Existing home sales for August fell by 2.0 percent to a 5.88 million unit annual rate. This is still within the range seen over the previous year. The inventory of available existing homes for sale was stable at 2.6 months’ worth. The median sales price of an existing home was up 14.9 percent in August compared with a year earlier. 

New home sales for August rose by 1.5 percent to a 740,000 unit annual rate. This is still within the range seen over the previous year. The inventory of available new homes for sale increased slightly to 6.1 months’ worth. The median sales price of a new home was up 20.1 percent in August compared with a year earlier. 

Initial claims for unemployment insurance increased by 16,000, to hit 351,000 for the week ending September 18. Continuing claims gained 131,000 for the week ending September 11, to hit 2,845,000. It is no surprise to see choppy labor market data for September with back-to-school, back to-office, COVID-D, the end of enhanced UI benefits and ongoing supply-chain problems for the auto industry and other manufacturers. 

Total U.S. housing starts increased by 3.9 percent in August as multifamily starts jumped.
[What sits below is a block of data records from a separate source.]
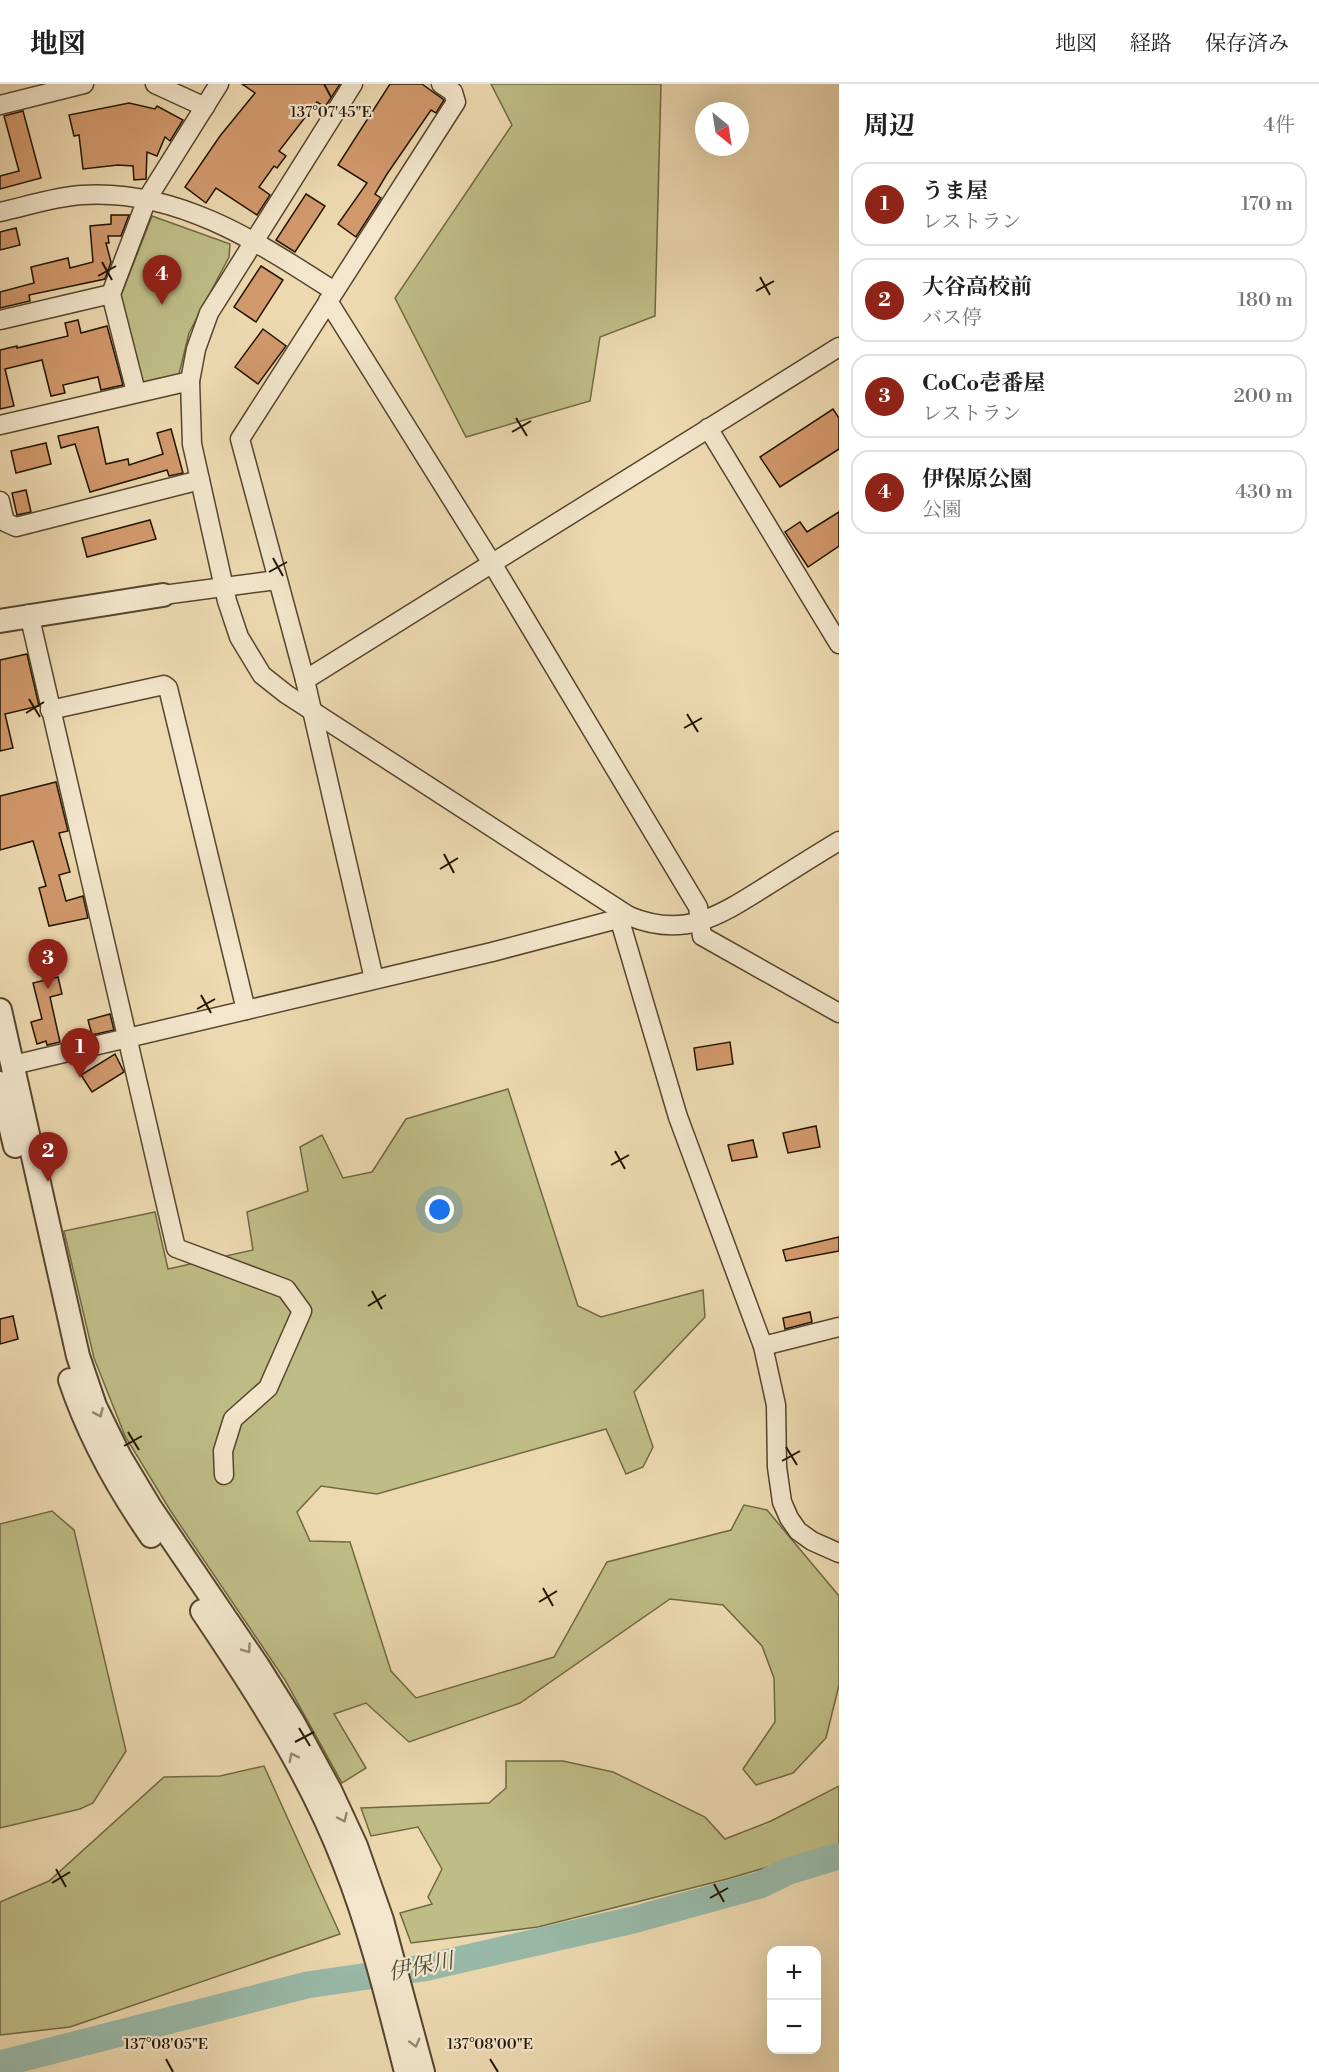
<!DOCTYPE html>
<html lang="ja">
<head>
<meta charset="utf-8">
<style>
  :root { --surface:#fff; --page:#f6f6f6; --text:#202124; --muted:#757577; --line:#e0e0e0; --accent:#8f2418 }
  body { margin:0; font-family:"Libre Bodoni","Noto Serif JP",serif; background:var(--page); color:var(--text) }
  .controls { position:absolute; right:18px; bottom:18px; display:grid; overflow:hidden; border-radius:12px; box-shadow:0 6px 24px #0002 }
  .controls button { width:54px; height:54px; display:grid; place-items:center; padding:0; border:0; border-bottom:2px solid var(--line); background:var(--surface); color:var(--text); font:30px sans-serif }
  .compass { position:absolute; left:695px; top:18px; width:54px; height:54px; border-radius:50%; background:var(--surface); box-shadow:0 6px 24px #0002; rotate:150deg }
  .you { position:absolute; left:440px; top:1126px; width:21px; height:21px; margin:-15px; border:4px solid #fff; border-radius:50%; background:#1a73e8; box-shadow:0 0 0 9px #1a73e833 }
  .badge { display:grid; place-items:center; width:39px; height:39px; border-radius:50%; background:var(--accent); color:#fff; font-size:20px; font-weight:700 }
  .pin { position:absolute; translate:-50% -50px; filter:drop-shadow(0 2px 3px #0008) }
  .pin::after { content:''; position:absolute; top:32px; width:21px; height:18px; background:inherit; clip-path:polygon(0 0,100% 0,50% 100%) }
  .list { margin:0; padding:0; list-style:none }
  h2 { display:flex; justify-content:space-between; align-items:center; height:78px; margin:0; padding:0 24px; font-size:26px }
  h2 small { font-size:20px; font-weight:400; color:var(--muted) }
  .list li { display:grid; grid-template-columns:39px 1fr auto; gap:18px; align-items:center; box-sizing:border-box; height:84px; margin:0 12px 12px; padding:0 12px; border:2px solid var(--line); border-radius:18px }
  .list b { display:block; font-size:22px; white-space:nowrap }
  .list p { margin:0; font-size:20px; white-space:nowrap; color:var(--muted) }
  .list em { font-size:20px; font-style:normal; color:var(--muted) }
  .map { position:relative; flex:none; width:839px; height:1988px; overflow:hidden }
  header { display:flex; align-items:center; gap:36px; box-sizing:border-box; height:84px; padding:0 30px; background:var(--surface); border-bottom:2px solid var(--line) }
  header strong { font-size:28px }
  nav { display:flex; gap:33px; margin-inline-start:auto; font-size:21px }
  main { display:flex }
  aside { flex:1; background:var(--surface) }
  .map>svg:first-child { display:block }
  .green { fill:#bfbd86; stroke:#706944; stroke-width:1.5 }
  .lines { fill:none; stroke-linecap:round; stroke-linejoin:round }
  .river { stroke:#99baa9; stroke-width:27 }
  .building { fill:#d2996c; stroke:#221502; stroke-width:1.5 }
  .minor-casing { stroke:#55462e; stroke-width:21 }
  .tertiary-casing { stroke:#55462e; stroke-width:26 }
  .minor { stroke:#f3e6cc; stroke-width:18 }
  .tertiary { stroke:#f3e6cc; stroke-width:22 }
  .oneway { stroke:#958871 }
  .ticks { fill:none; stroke:#221502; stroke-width:2 }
  .labels { text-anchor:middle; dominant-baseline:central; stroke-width:4.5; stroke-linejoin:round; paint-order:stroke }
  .water-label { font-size:22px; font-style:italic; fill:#4c4f3c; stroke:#f3e6cc }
  .ticks-label { font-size:15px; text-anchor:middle; fill:#221502; stroke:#f3e6cc; stroke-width:4.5; stroke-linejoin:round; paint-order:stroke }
</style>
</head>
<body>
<header>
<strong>地図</strong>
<nav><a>地図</a><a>経路</a><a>保存済み</a></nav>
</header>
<main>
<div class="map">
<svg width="839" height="1988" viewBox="0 0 839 1988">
  <rect width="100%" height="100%" fill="#edd9b0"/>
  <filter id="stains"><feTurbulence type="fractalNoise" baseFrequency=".00333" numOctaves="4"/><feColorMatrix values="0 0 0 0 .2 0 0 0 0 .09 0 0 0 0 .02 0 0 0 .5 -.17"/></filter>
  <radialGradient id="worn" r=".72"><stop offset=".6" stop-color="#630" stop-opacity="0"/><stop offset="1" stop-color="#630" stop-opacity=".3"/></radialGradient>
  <g class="green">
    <path d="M 491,0 L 661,0 L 655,232 L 600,253 L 590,317 L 466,353 L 395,214 L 512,41 Z"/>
    <path d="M 152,132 L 230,160 L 229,173 L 189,249 L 178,294 L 147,302 L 140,297 L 120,214 Z"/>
    <path d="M 508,1005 L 578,1222 L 601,1233 L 703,1206 L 705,1233 L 634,1308 L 653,1363 L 643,1383 L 626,1390 L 606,1345 L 377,1410 L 321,1402 L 297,1428 L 310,1457 L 350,1458 L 391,1587 L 416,1614 L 554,1573 L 607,1478 L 731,1446 L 744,1421 L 767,1426 L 839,1512 L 839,1601 L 826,1654 L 793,1689 L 756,1701 L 743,1685 L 775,1638 L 774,1594 L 762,1562 L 723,1521 L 670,1515 L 520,1619 L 409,1658 L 366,1619 L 334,1630 L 366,1684 L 342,1699 L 285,1596 L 170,1426 L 125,1352 L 94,1274 L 64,1147 L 155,1128 L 168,1185 L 253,1166 L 247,1128 L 308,1107 L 300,1063 L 322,1051 L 343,1094 L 372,1088 L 406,1035 Z"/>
    <path d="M 52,1427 L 74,1446 L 126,1667 L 93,1719 L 80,1725 L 0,1744 L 0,1440 Z"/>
    <path d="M 506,1677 L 563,1677 L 613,1688 L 705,1733 L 725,1755 L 771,1737 L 839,1702 L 839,1762 L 727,1795 L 538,1843 L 411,1859 L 400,1829 L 432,1820 L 428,1813 L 442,1785 L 418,1743 L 371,1752 L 361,1724 L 489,1719 L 506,1704 Z"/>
    <path d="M 264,1682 L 340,1850 L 70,1943 L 0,1951 L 0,1818 L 49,1797 L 164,1693 L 220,1692 Z"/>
  </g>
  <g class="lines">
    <path class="river" d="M 0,1980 L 307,1901 L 423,1884 L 633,1836 L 760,1801 L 789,1787 L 839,1772"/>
  </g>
  <g class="building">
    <path d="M 242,0 L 340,0 L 325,23 L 317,18 L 279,67 L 286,72 L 277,84 L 274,82 L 259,103 L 270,111 L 257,131 L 216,104 L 206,119 L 185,103 L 220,52 L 255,9 Z"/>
    <path d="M 390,0 L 422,0 L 444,16 L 436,29 L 431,26 L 387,90 L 375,110 L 381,114 L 356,153 L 338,140 L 367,99 L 338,81 Z"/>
    <path d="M 129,19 L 155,25 L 157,22 L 183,36 L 170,57 L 165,53 L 157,72 L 147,68 L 146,95 L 134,96 L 133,82 L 118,81 L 83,85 L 79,51 L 74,52 L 69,31 Z"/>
    <path d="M 23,27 L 41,94 L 0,105 L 0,92 L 19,87 L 4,32 Z"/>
    <path d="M 306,110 L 325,122 L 295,168 L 276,156 Z"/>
    <path d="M 111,131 L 129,131 L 121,152 L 108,152 L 109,159 L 106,159 L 111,178 L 105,195 L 29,211 L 30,217 L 0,224 L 0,208 L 34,199 L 31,183 L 68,174 L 70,184 L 93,178 L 90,142 L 111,140 Z"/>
    <path d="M 16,144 L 20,161 L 0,166 L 0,148 Z"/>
    <path d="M 261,182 L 283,196 L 256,238 L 234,223 Z"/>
    <path d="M 78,236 L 81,249 L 107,242 L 123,301 L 101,306 L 98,293 L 63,301 L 65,309 L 51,312 L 42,276 L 5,285 L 14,322 L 0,325 L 0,266 L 17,262 L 17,264 L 68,252 L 65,239 Z"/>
    <path d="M 263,245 L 286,262 L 258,300 L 235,283 Z"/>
    <path d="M 833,325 L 839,334 L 839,365 L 780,403 L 760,373 Z"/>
    <path d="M 98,343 L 106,380 L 128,375 L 129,381 L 163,370 L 157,349 L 171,345 L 183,389 L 169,392 L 167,386 L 90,408 L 75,360 L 61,364 L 58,352 Z"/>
    <path d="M 46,359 L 51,380 L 16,389 L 11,367 Z"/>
    <path d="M 26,406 L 31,428 L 17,431 L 12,409 Z"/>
    <path d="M 839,428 L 839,462 L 808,483 L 785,448 L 800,438 L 807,448 Z"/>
    <path d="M 150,436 L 156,455 L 87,473 L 82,454 Z"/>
    <path d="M 27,570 L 39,622 L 5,630 L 13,664 L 0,667 L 0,576 Z"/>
    <path d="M 56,698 L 68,747 L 59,749 L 70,788 L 59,791 L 66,817 L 83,812 L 88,834 L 49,842 L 39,804 L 46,802 L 33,757 L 0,766 L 0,712 Z"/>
    <path d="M 58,893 L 62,910 L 50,913 L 60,958 L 47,961 L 46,957 L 37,960 L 31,938 L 42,935 L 33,899 Z"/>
    <path d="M 110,930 L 114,946 L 92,951 L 88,936 Z"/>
    <path d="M 730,958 L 733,980 L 697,986 L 694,964 Z"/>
    <path d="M 115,970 L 124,988 L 92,1008 L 81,991 Z"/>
    <path d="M 816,1042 L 820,1063 L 788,1069 L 783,1049 Z"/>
    <path d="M 753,1056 L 757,1073 L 732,1077 L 728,1061 Z"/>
    <path d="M 839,1153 L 839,1167 L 786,1177 L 783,1166 Z"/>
    <path d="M 810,1228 L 812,1238 L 785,1245 L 783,1234 Z"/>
    <path d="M 13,1232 L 18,1255 L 0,1260 L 0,1235 Z"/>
  </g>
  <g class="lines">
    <g class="minor-casing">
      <g id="minor">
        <path d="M 155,0 L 205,23"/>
        <path d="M 353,0 L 209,229 L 196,265 L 190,297 L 192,360 L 227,517 L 239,553 L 262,591 L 286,610 L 629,832 C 684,855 719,832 765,803 C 789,788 814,772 839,757"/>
        <path d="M 0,21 L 84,0"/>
        <path d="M 0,128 C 27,122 54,113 81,111 C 176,104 258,158 334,207"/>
        <path d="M 328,217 L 493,481 L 698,823 L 702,852 L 839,929"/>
        <path d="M 0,236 L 111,210"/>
        <path d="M 136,308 L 111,210 L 147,115 L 219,0"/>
        <path d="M 0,341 L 190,297"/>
        <path d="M 708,344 L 839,560"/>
        <path d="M 0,417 L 5,438 L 16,443 L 200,396"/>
        <path d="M 163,511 L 277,496"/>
        <path d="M 29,530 L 176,1164 L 286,1205 L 302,1227 L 268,1304 L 233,1335 L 223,1367 L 224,1391"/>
        <path d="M 305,596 L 839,263"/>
        <path d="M 50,626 L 164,601 L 168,604 L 246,926"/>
        <path d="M 620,837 L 678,1033 L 763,1262 L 776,1321 L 777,1383 L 782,1418 L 789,1434 L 798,1447 L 812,1457 L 839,1469"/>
        <path d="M 374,895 L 305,596 L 240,355 L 456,18 L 453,8 L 441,0"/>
        <path d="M 13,981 L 492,868 L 629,832"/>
        <path d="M 763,1262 L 839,1243"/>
      </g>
    </g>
    <g class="tertiary-casing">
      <g id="tertiary">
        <path d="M 0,537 L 163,511"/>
        <path d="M 0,926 L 78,1272 L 95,1322 L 120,1373 L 150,1423 L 258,1582 L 293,1638 L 330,1706 L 356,1762 L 382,1836 L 423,1988"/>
        <path d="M 0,999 L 15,1062"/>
        <path d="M 70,1296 C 89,1353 117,1403 151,1452"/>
        <path d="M 202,1527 C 256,1607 309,1689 344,1779 C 371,1847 388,1918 406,1988"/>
      </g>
    </g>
    <use href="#minor" class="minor"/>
    <use href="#tertiary" class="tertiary"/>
  </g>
  <defs><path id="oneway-chevron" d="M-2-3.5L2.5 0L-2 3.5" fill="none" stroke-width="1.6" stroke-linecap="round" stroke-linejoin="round" transform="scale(1.5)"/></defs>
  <g class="oneway">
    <use href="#oneway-chevron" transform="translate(99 1329) rotate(66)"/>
    <use href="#oneway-chevron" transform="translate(247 1565) rotate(55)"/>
    <use href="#oneway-chevron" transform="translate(293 1673) rotate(-117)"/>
    <use href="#oneway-chevron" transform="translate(343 1734) rotate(65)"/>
    <use href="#oneway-chevron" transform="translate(415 1959) rotate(75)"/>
  </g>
  <path class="ticks" d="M 324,0 L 331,13M 102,178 L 112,196M 98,192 L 116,182M 760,193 L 770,211M 756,207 L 774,197M 516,334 L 527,352M 512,348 L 531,337M 273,474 L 283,492M 269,488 L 287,478M 29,615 L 40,633M 26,629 L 44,618M 687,630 L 698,648M 684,644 L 702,634M 444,770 L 454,789M 440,785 L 458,774M 201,911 L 211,929M 197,925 L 215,915M 615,1067 L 625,1085M 611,1081 L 629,1071M 372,1207 L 382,1225M 368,1222 L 386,1211M 128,1348 L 139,1366M 124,1362 L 142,1352M 786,1363 L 797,1381M 782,1377 L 800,1367M 543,1504 L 553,1522M 539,1518 L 557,1507M 299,1644 L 310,1662M 295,1658 L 314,1648M 56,1785 L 66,1803M 52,1799 L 70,1788M 714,1800 L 724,1818M 710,1814 L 728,1804M 166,1975 L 173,1988M 490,1975 L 498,1988"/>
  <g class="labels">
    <g class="water-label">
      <text transform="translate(421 1883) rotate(-11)">伊保川</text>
    </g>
  </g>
  <g class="ticks-label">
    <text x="331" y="33">137°07'45"E</text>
    <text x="166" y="1965">137°08'05"E</text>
    <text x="490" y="1965">137°08'00"E</text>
  </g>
  <rect width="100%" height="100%" filter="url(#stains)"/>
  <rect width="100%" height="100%" fill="url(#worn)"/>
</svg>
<div class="controls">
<button>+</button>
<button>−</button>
</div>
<svg class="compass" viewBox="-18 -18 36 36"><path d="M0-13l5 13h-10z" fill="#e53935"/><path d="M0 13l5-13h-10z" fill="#757577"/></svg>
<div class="you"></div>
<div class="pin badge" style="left:80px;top:994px">1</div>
<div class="pin badge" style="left:48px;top:1098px">2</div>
<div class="pin badge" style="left:48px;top:905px">3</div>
<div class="pin badge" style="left:162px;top:221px">4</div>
</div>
<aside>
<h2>周辺<small>4件</small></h2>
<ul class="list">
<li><span class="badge">1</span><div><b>うま屋</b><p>レストラン</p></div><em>170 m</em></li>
<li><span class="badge">2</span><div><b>大谷高校前</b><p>バス停</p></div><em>180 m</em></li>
<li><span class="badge">3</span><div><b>CoCo壱番屋</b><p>レストラン</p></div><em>200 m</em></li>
<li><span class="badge">4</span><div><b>伊保原公園</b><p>公園</p></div><em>430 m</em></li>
</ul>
</aside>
</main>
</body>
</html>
Multifamily housing starts increased by 20.6 percent for the month, to a 539,000 unit annual rate. This is the strongest rate for multifamily starts since January 2020. Single-family starts fell by 2.8 percent in August, to a 1,076,000 unit annual rate, still rangebound since late-2020. Total permits for new construction increased by 6.0 percent in August, to a 1,728,000 unit rate as multifamily permits climbed. Permits for single-family construction were little changed for the month, up slightly by 0.6 percent, to a 1,054,000 unit rate. Permits for multifamily construction increased by 15.8 percent in August, to a 674,000 unit annual rate. 

Homebuilder confidence improved in September according to the National Association of Homebuilders. 

Mortgage applications for purchase increased by 2.2 percent for the week of September 17 after a 7.5 percent gain the prior week. On a four-week moving average basis, purchase apps were down 15.1 percent compared with the equivalent week a year earlier.

The Conference Board’s Leading Economic Index for the U.S. increased by a strong 0.9 percent in August, driven by declining unemployment insurance claims, increasing new orders for manufacturers and stronger building permits. The Coincident Index increased by 0.2 percent and the Lagging Index inched up by 0.1 percent in August.

Dr. Robert Dye is senior vice president and chief economist for Comerica. Daniel Sanabria is a senior economist for Comerica.